◆ TRY IT:
Whenever the word "list" appears in a line of the data below, copy that line.

[Stored data entries]

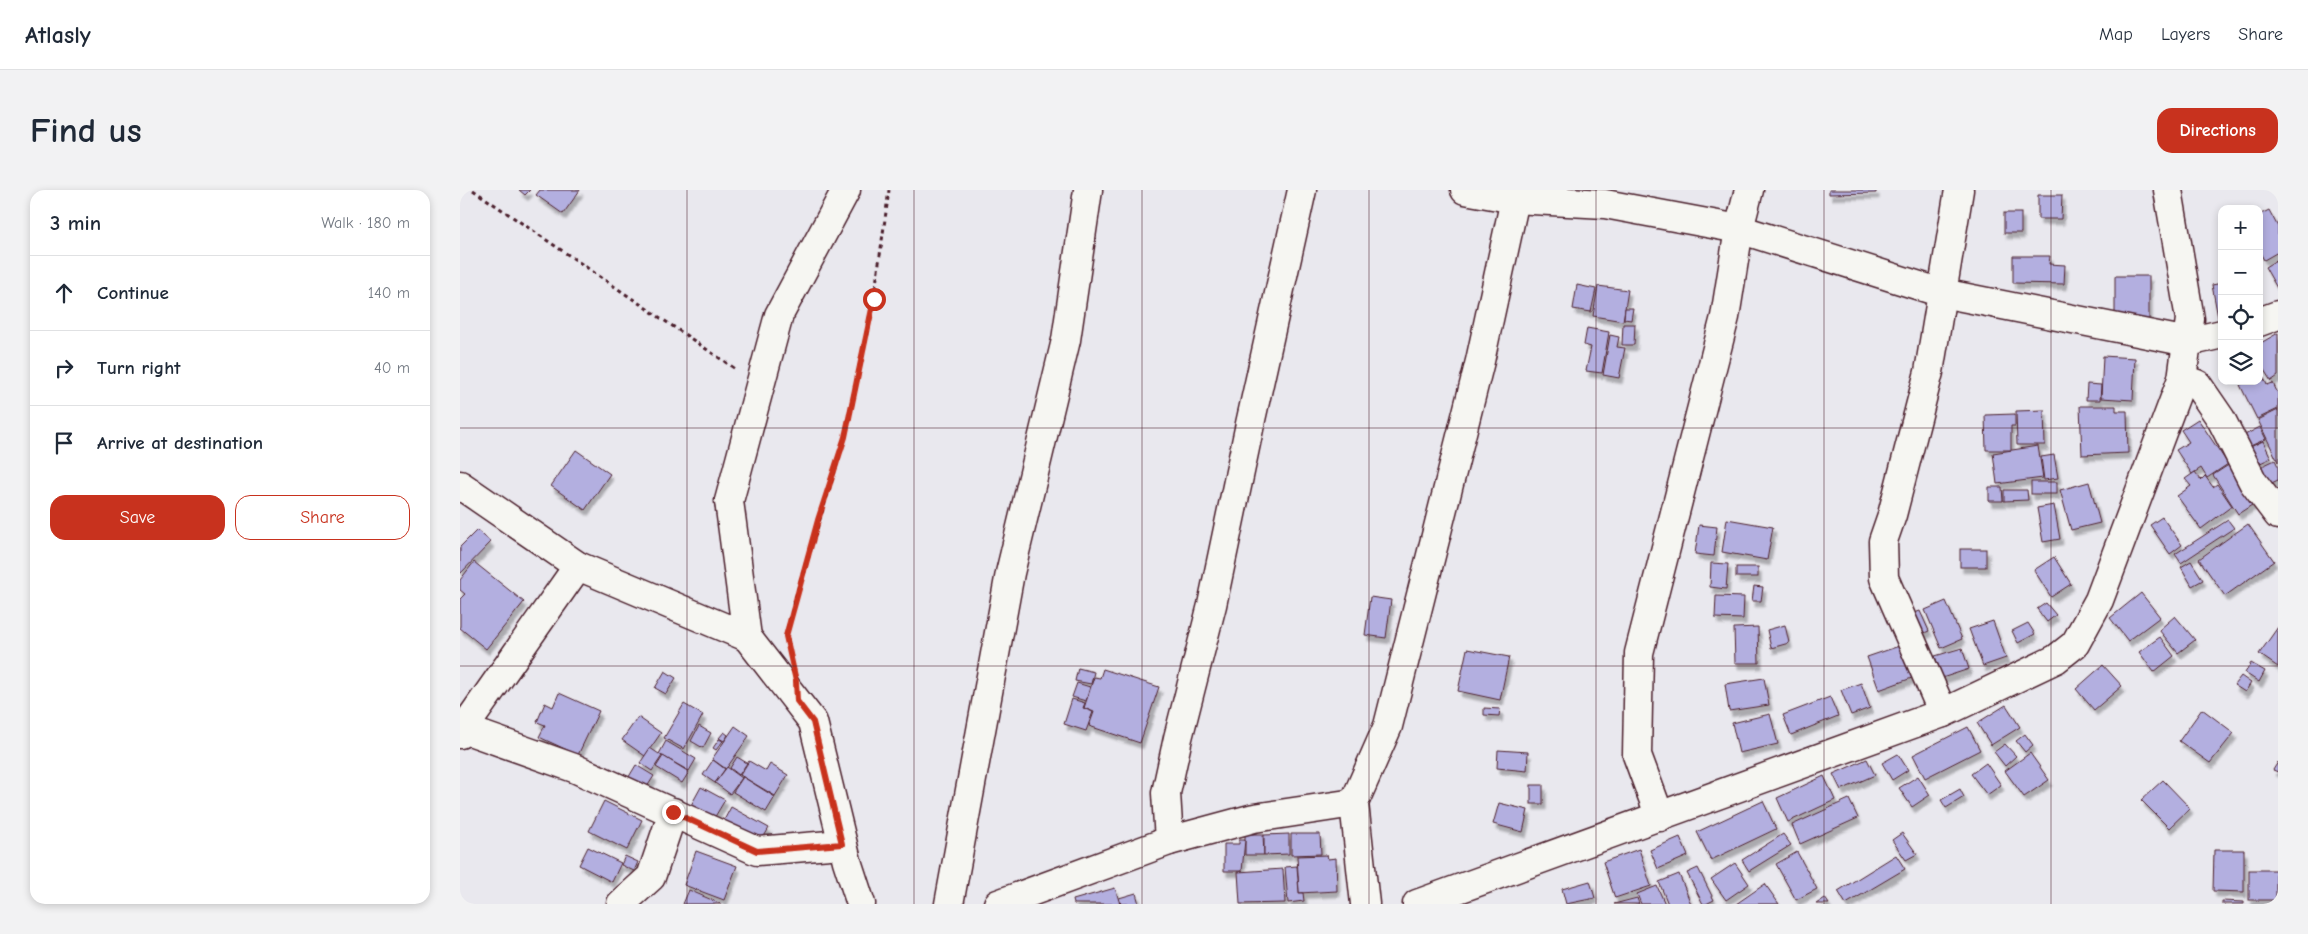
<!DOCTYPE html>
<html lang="en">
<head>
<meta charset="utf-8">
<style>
	:root { --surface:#fff; --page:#f2f2f3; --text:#1f2937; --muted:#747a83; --line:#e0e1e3; --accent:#c8321e }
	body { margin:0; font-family:"Comic Neue",sans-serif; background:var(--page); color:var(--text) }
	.controls { position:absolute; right:15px; top:15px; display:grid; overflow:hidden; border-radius:10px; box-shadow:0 2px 8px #0003 }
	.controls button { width:45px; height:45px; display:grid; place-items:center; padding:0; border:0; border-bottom:1px solid var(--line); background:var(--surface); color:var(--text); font:25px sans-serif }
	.stop { position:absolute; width:15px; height:15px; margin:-11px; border:4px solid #c8321e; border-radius:50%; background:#fff }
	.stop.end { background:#c8321e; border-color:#fff; box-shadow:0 1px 5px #0008 }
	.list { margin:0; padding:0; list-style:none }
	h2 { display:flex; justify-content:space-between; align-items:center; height:65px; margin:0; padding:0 20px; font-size:21px }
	h2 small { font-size:16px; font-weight:400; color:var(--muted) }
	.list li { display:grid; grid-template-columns:32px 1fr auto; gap:15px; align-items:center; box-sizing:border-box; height:75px; padding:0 20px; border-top:1px solid var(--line) }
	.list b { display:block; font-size:19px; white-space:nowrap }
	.list em { font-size:16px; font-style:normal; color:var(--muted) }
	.actions { display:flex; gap:10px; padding:15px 20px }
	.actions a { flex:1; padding:11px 0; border:1px solid var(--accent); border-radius:15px; text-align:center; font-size:18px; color:var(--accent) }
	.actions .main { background:var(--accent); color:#fff }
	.icon { flex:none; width:28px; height:28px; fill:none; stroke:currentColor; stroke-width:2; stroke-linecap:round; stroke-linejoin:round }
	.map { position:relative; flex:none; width:1818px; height:714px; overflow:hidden; border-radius:15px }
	header { display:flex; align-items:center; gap:30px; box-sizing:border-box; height:70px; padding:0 25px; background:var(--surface); border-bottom:1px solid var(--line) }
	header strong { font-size:24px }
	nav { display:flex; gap:28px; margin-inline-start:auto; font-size:18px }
	.intro { display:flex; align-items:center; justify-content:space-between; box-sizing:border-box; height:120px; padding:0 30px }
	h1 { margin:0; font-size:35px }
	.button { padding:12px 22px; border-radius:15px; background:var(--accent); color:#fff; font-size:18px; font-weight:700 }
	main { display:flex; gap:30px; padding:0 30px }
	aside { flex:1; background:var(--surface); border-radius:15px; box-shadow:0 2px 8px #0003 }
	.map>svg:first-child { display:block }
	.building { fill:#b3afe0; stroke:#4a1f2b; filter:url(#shadow) }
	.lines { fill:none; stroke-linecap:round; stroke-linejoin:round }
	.minor-casing { stroke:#4a1f2b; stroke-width:31 }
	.path { stroke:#4a1f2b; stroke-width:3; stroke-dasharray:4 4; stroke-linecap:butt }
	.minor { stroke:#f6f6f2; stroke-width:28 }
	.route { stroke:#c8321e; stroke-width:6 }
	.grid { fill:none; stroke:#4a1f2b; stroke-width:1; stroke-opacity:0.55 }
</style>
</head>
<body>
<header>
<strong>Atlasly</strong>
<nav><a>Map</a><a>Layers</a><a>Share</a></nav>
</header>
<div class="intro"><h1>Find us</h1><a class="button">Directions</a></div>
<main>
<aside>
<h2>3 min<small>Walk · 180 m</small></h2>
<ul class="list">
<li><svg class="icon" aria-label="ahead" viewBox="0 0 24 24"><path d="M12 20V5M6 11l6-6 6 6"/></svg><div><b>Continue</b></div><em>140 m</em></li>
<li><svg class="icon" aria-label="right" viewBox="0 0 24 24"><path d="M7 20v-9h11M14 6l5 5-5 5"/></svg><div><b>Turn right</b></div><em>40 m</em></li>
<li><svg class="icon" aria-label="arrive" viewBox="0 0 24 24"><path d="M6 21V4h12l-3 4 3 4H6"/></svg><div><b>Arrive at destination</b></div></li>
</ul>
<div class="actions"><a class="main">Save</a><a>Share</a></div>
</aside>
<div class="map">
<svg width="1818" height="714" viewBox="0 0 1818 714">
	<defs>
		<filter id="shadow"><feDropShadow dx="3" dy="5.5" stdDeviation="1" flood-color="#0004"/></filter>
	</defs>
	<rect width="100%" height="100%" fill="#e9e8ee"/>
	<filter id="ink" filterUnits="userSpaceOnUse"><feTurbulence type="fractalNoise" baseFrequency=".02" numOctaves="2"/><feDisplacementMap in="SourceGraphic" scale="10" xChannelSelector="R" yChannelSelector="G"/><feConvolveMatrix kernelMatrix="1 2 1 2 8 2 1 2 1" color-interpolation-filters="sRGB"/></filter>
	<g filter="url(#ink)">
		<g class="building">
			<polygon points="59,0 70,0 65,5"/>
			<polygon points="80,0 120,0 103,24 76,5"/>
			<polygon points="1369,0 1416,0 1416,3 1369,4"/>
			<polygon points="1578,5 1602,5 1601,29 1578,29"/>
			<polygon points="1809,20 1818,37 1818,62 1804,70 1799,61 1799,25"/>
			<rect x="1544" y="23" width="17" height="20"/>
			<polygon points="1553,66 1590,66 1589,74 1605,75 1604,94 1553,93"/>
			<polygon points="1818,69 1818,97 1817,98 1805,77"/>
			<rect x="1655" y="86" width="34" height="47"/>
			<polygon points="1762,93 1762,132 1759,133 1752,95"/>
			<polygon points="1117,95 1136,99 1131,122 1113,119"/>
			<polygon points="1138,96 1168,100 1163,131 1133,126"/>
			<polygon points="1165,118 1173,118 1171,130 1164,129"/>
			<polygon points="1163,134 1175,134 1174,155 1162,155"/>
			<polygon points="1127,138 1149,142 1142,183 1126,181 1131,157 1124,155"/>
			<polygon points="1818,143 1818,186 1811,191 1799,172 1799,154"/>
			<polygon points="1150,145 1159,147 1157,157 1165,158 1159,188 1143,185"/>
			<polygon points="1643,166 1675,168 1673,210 1641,208"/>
			<polygon points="1802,184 1807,195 1813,193 1818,204 1818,219 1797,229 1780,195 1788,191 1799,191 1799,186"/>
			<polygon points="1627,194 1641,195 1640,210 1626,210"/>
			<polygon points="1620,216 1656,216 1656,221 1667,221 1668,263 1622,265"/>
			<polygon points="1584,220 1585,255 1557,255 1556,221"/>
			<polygon points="1818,220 1818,272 1798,230"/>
			<polygon points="1555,224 1555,236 1551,236 1551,260 1526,260 1525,225"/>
			<polygon points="1738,229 1768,274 1747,288 1741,278 1732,284 1716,260 1729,252 1721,240"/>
			<polygon points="1800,237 1806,249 1786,258 1781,247"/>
			<polygon points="1803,251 1811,268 1794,276 1786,259"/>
			<polygon points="1578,256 1583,288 1537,294 1533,263"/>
			<polygon points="116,260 150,284 125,320 91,296"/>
			<polygon points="1594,265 1598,288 1584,290 1581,267"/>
			<polygon points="1815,270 1818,276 1818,290 1805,296 1796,279"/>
			<polygon points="1770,274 1795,313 1778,324 1753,285"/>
			<polygon points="1735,282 1741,290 1745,286 1753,297 1757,294 1772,316 1741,339 1717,306 1731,296 1725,289"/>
			<rect x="1571" y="292" width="26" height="12"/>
			<polygon points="1629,292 1640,333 1611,340 1600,300"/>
			<polygon points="1529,297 1542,297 1543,311 1529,311"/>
			<polygon points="1544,300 1567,300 1568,310 1544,311"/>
			<polygon points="1594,315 1600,349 1583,352 1577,318"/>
			<polygon points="1702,327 1722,355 1710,364 1690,335"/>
			<polygon points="1267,329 1313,337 1307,370 1262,362"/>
			<polygon points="1768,330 1774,338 1721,373 1715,364"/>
			<polygon points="1788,334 1814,371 1765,406 1739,369"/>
			<polygon points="1239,335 1257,337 1254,366 1235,364"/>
			<polygon points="17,340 31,352 0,384 0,357"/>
			<rect x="1500" y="359" width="26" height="18"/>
			<polygon points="1594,367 1611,394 1591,407 1574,380"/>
			<polygon points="1731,371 1743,390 1732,396 1721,377"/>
			<polygon points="14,372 64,412 26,459 0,438 0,409 5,404 0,400 0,390"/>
			<polygon points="1251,373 1268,374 1266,399 1250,397"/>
			<rect x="1276" y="377" width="22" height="10"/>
			<polygon points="1294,396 1303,397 1301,411 1292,411"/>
			<polygon points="1681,403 1700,427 1668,451 1650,428"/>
			<polygon points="1256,406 1284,407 1283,429 1255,428"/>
			<polygon points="910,407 931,410 926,448 905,445"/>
			<polygon points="1486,411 1502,449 1481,458 1465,420"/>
			<polygon points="1586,413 1596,425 1587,432 1577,419"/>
			<polygon points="1460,421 1469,441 1457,446 1449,425"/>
			<polygon points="1715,426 1735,450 1718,463 1699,440"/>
			<polygon points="1533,431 1546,468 1523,476 1509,439"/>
			<polygon points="1568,433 1575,444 1558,453 1552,441"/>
			<polygon points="1325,435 1329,453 1311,458 1307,440"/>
			<polygon points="1298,437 1299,473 1275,473 1274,438"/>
			<polygon points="1818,437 1818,477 1799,464"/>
			<polygon points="1700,447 1714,466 1694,482 1679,462"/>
			<polygon points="1448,453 1460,485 1419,500 1407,467"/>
			<polygon points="1502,458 1509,479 1482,488 1475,466"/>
			<polygon points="1007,459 1049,467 1040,510 998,501"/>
			<polygon points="1791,473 1805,481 1799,492 1785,483"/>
			<polygon points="1643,475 1662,496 1634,520 1616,499"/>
			<polygon points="618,478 634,482 631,494 615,491"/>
			<polygon points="643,479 699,497 680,553 629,536 634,522 624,518 634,487 640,488"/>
			<polygon points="205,481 216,488 206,504 195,498"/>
			<polygon points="1781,486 1791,493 1785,502 1774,495"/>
			<polygon points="1304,488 1309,515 1269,521 1265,494"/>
			<polygon points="617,493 630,497 626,511 612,507"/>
			<polygon points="1401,493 1410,518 1391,525 1381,500"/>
			<polygon points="99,503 139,521 118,565 79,547 85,535 77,532 85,513 93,517"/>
			<polygon points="1370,507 1378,526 1331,545 1323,525"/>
			<polygon points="612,509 625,513 623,518 633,522 626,541 604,534"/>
			<polygon points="224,514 243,525 224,559 204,548"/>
			<polygon points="1546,515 1560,537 1531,555 1517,533"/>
			<polygon points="1024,518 1040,519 1039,526 1024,525"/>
			<polygon points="1742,519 1774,543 1750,573 1719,551"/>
			<polygon points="1310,524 1318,554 1279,563 1272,533"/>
			<polygon points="178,527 201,543 185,566 162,550"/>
			<polygon points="239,536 251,543 243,558 231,551"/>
			<polygon points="275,536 289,546 266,579 252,569"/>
			<polygon points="1508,537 1520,560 1465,588 1453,565"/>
			<polygon points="264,542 268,545 264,551 259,548"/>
			<polygon points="1565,544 1573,555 1565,562 1556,551"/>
			<polygon points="259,549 263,551 256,560 253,558"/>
			<polygon points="206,551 236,569 229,581 199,564"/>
			<polygon points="1545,554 1556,566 1545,576 1534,562"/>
			<polygon points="190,558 202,566 192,581 180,573"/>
			<polygon points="1038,560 1068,562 1067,581 1037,578"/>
			<polygon points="1570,563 1589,590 1564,607 1545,581"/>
			<polygon points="1438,564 1448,580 1432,590 1422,573"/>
			<polygon points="203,566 229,582 222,593 196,577"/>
			<polygon points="277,567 287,573 279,585 270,578"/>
			<polygon points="1407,569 1415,585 1381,600 1373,584"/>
			<polygon points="253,570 265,579 255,593 243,585"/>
			<polygon points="289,571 306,581 310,574 328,585 315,606 280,585"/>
			<polygon points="1818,572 1818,582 1813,580"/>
			<polygon points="1526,573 1541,595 1527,605 1511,584"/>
			<polygon points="176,575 194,586 185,600 167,590"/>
			<polygon points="267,577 282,588 270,604 255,593"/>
			<polygon points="1364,586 1375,610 1328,632 1317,608"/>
			<polygon points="1458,586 1470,605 1452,617 1439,598"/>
			<polygon points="283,587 315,607 306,622 273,602"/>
			<polygon points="1703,590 1730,618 1709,638 1681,610"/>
			<rect x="1071" y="595" width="12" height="19"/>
			<polygon points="241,597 265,610 253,630 230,617"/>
			<polygon points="1500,599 1504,607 1486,618 1481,610"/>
			<polygon points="1389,609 1398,628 1340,654 1332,635"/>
			<polygon points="144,611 182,630 167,660 129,641"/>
			<polygon points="1303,611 1316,639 1251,670 1237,642"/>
			<polygon points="1039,613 1068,620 1063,642 1033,634"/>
			<polygon points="271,617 309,638 299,655 262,634"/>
			<polygon points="1442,643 1457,664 1446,670 1432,650"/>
			<polygon points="785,644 803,644 804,665 785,665"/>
			<polygon points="829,644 829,664 804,665 804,645"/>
			<polygon points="831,644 860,644 861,664 831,665"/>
			<polygon points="1323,644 1331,655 1289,681 1282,670"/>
			<polygon points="1220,647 1228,666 1198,679 1190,660"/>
			<polygon points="779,650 785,650 782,681 764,681 764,654 779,654"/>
			<polygon points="128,657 161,673 152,692 119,675"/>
			<polygon points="1179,659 1191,696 1155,708 1143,672"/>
			<polygon points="1754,660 1784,660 1784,702 1753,701"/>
			<polygon points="236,661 277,676 264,710 224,695"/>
			<polygon points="1337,662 1357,699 1336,710 1316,674"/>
			<polygon points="867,665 868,669 876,668 877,701 839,703 837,666"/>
			<polygon points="1436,665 1445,679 1386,714 1378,701"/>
			<polygon points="165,666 178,672 174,681 161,675"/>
			<polygon points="1275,673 1289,694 1266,710 1251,689"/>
			<polygon points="837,676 839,703 843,703 844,711 828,713 825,677"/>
			<polygon points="1238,678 1254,710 1246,714 1243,714 1227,683"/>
			<polygon points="823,679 825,713 780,714 778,682"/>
			<rect x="1789" y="680" width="27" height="30"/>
			<polygon points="1219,684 1231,714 1208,714 1199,692"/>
			<polygon points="1130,691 1135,708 1106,714 1102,699"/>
			<polygon points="1305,694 1319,714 1276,714"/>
			<polygon points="1197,696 1205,714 1181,714 1177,704"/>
			<polygon points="655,698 660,714 614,714 613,710"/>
			<polygon points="229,700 261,714 223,714"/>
			<polygon points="676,703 679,714 661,714 659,708"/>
			<polygon points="1177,708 1179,714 1154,714"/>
			<polygon points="1365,708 1369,714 1356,714"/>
			<polygon points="1762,711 1784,712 1784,714 1762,714"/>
		</g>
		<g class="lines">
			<defs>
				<g id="minor">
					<polyline points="1005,0 1055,9 1145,14 1279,39 1482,103 1728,152 1762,144"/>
					<polyline points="1799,132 1818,125"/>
					<polyline points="1722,189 1737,194 1761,229 1793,292 1818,325"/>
					<polyline points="0,295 118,376"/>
					<polyline points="287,447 353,532 387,671 401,714"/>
					<polyline points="1483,523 1424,388 1423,351 1432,325 1469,182 1499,0"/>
					<polyline points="4,539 114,578 297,661 382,654"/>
					<polyline points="0,544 118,376 287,447 269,311 319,125 386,0"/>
					<polyline points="1200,627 1177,565 1179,463 1265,127 1279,39 1289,0"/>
					<polyline points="709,651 706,603 718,548 752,415 790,234 842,0"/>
					<polyline points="161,714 191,687 213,622"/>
					<polyline points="489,714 550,383 606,150 628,0"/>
					<polyline points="538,714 709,651 794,628 894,613"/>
					<polyline points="905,714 894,613 928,536 1020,171 1057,0"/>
					<polyline points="957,714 1483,523 1596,469 1615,454 1639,410 1722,189 1730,129 1708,0"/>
				</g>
			</defs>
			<use href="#minor" class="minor-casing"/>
			<g class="path">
				<polyline points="13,0 277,180"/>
				<polyline points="328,454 326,446 337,403 385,247 414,109 429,0"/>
			</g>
			<use href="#minor" class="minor"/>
		</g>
	</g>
	<g class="lines" filter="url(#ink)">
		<polyline class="route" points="213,622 297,661 382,654 353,532 337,511 336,491 326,446 358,330 385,247 414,109"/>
	</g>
	<path class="grid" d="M227,0V714M454,0V714M682,0V714M909,0V714M1136,0V714M1364,0V714M1591,0V714M0,238H1818M0,476H1818"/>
</svg>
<div class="controls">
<button>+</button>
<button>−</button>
<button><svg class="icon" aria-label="locate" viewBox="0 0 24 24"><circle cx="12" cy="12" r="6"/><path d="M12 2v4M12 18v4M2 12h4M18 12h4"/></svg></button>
<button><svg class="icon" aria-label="layers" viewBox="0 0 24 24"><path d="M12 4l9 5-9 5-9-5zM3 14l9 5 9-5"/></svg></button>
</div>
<div class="stop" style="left:414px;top:109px"></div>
<div class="stop end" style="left:213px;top:622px"></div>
</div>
</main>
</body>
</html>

◆ RESULT FOR THIS TASK:
	.list { margin:0; padding:0; list-style:none }
	.list li { display:grid; grid-template-columns:32px 1fr auto; gap:15px; align-items:center; box-sizing:border-box; height:75px; padding:0 20px; border-top:1px solid var(--line) }
	.list b { display:block; font-size:19px; white-space:nowrap }
	.list em { font-size:16px; font-style:normal; color:var(--muted) }
<ul class="list">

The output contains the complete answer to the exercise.